=== Begin Enclosure ===

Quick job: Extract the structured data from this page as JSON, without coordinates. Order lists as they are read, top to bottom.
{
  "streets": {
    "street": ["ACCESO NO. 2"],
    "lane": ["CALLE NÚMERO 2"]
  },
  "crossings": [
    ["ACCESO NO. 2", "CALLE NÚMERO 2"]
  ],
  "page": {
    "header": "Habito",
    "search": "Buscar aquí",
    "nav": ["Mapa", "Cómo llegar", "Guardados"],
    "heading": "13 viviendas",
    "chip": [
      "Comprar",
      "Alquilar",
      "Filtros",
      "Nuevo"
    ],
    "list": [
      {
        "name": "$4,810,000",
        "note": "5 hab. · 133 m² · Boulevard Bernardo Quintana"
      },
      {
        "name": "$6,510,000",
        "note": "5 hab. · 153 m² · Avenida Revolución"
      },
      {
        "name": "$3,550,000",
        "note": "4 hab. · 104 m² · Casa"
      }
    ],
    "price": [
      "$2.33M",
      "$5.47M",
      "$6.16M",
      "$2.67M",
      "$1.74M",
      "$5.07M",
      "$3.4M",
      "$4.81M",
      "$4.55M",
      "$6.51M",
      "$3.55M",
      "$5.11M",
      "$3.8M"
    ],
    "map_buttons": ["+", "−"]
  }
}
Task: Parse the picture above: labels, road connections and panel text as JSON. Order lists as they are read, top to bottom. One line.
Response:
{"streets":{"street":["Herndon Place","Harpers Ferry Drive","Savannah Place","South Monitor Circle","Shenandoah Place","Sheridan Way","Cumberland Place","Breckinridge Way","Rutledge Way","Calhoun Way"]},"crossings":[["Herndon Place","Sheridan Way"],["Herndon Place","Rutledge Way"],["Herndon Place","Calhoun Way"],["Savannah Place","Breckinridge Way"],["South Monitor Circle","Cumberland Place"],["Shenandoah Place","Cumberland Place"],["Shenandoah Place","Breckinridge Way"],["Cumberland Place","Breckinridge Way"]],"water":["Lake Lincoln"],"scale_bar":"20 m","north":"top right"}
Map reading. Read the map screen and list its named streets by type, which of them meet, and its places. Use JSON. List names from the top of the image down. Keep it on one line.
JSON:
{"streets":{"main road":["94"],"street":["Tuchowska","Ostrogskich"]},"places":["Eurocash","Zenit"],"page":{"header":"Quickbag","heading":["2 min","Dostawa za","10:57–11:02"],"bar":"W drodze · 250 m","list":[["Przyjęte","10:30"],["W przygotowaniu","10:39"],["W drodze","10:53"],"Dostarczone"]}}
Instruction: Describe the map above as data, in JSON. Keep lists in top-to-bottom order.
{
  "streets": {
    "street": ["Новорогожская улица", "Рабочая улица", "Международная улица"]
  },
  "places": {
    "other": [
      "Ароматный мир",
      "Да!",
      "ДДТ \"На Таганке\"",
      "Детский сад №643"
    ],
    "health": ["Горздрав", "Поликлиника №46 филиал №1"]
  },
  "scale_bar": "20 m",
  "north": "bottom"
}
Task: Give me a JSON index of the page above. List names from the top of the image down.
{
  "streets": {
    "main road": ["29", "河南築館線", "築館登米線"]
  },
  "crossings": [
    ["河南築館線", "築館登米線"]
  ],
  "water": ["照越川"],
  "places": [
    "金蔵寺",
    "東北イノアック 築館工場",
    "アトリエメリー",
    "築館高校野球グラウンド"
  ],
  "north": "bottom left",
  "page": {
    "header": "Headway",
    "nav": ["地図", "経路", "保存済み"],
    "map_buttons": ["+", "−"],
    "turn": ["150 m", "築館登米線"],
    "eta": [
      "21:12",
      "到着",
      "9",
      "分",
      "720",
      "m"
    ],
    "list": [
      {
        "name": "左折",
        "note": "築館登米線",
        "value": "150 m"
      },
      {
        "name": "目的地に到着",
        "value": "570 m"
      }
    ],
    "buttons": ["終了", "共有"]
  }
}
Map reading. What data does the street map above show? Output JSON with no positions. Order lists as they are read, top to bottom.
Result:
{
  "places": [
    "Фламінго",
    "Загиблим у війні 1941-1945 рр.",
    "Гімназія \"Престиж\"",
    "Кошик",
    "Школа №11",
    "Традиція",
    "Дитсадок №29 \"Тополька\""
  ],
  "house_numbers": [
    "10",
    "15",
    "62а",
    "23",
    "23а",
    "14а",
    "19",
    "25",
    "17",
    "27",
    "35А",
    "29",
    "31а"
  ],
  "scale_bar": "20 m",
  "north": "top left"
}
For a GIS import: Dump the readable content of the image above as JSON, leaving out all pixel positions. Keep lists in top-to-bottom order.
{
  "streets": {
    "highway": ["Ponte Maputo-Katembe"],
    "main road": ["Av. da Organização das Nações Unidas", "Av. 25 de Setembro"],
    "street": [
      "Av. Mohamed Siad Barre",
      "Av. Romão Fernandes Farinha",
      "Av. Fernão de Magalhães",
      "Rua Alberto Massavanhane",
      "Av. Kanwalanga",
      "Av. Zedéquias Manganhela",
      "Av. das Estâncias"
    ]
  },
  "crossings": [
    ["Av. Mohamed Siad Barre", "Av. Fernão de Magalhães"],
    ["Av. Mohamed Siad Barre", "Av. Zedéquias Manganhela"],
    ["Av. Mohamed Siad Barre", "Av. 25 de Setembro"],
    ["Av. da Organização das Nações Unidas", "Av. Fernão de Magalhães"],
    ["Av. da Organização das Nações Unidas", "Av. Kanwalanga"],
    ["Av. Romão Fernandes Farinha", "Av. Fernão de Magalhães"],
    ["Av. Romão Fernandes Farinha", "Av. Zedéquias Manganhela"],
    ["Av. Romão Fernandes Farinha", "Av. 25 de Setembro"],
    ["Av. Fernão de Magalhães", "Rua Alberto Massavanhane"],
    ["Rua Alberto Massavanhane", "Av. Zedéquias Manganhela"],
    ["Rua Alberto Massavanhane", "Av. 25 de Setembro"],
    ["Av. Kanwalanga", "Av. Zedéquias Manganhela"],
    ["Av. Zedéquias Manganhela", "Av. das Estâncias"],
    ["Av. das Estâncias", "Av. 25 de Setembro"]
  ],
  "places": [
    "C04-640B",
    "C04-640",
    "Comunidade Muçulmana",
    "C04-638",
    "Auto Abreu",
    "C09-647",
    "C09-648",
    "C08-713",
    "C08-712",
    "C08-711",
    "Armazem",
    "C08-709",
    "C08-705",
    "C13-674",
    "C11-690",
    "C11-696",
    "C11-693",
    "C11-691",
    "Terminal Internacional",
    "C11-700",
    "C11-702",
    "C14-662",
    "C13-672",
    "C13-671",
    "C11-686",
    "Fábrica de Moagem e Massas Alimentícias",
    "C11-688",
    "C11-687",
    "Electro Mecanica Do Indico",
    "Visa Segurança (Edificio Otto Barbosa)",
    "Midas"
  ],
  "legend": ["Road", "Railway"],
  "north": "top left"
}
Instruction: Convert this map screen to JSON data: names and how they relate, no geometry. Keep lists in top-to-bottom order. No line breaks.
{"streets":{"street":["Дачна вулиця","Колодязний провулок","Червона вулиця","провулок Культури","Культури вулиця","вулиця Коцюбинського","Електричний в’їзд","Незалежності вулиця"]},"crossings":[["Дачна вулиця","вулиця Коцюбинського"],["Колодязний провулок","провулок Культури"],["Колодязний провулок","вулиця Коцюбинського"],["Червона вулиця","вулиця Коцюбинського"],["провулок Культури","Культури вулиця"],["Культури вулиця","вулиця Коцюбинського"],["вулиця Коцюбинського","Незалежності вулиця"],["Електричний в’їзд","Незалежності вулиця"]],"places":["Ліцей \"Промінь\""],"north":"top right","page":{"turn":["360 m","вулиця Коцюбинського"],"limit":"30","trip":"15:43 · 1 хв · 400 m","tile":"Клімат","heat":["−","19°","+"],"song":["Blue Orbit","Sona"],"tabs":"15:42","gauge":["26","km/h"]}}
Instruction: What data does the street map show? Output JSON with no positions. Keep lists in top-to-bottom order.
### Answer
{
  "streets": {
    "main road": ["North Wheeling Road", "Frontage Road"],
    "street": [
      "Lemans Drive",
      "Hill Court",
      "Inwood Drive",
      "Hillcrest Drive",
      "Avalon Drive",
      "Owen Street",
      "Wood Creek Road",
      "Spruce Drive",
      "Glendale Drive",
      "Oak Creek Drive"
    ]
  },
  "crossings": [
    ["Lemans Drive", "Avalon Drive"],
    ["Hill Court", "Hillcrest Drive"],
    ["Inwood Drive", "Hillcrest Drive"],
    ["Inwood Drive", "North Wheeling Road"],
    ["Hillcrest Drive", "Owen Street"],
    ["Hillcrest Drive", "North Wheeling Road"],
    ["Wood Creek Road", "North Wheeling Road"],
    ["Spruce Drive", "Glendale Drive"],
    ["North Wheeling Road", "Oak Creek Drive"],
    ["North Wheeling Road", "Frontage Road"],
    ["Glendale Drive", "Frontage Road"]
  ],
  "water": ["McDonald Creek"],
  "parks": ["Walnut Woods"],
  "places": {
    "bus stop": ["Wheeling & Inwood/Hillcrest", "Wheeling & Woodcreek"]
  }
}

=== End Enclosure ===

## WHAT THE EXERCISE ASKS:
For this exercise, output exactly the lines above from the line with "Instruction: Convert this" to the line with "Instruction: What data", counting both, and leave out the rest.

## OUTPUT OF THE TASK:
Instruction: Convert this map screen to JSON data: names and how they relate, no geometry. Keep lists in top-to-bottom order. No line breaks.
{"streets":{"street":["Дачна вулиця","Колодязний провулок","Червона вулиця","провулок Культури","Культури вулиця","вулиця Коцюбинського","Електричний в’їзд","Незалежності вулиця"]},"crossings":[["Дачна вулиця","вулиця Коцюбинського"],["Колодязний провулок","провулок Культури"],["Колодязний провулок","вулиця Коцюбинського"],["Червона вулиця","вулиця Коцюбинського"],["провулок Культури","Культури вулиця"],["Культури вулиця","вулиця Коцюбинського"],["вулиця Коцюбинського","Незалежності вулиця"],["Електричний в’їзд","Незалежності вулиця"]],"places":["Ліцей \"Промінь\""],"north":"top right","page":{"turn":["360 m","вулиця Коцюбинського"],"limit":"30","trip":"15:43 · 1 хв · 400 m","tile":"Клімат","heat":["−","19°","+"],"song":["Blue Orbit","Sona"],"tabs":"15:42","gauge":["26","km/h"]}}
Instruction: What data does the street map show? Output JSON with no positions. Keep lists in top-to-bottom order.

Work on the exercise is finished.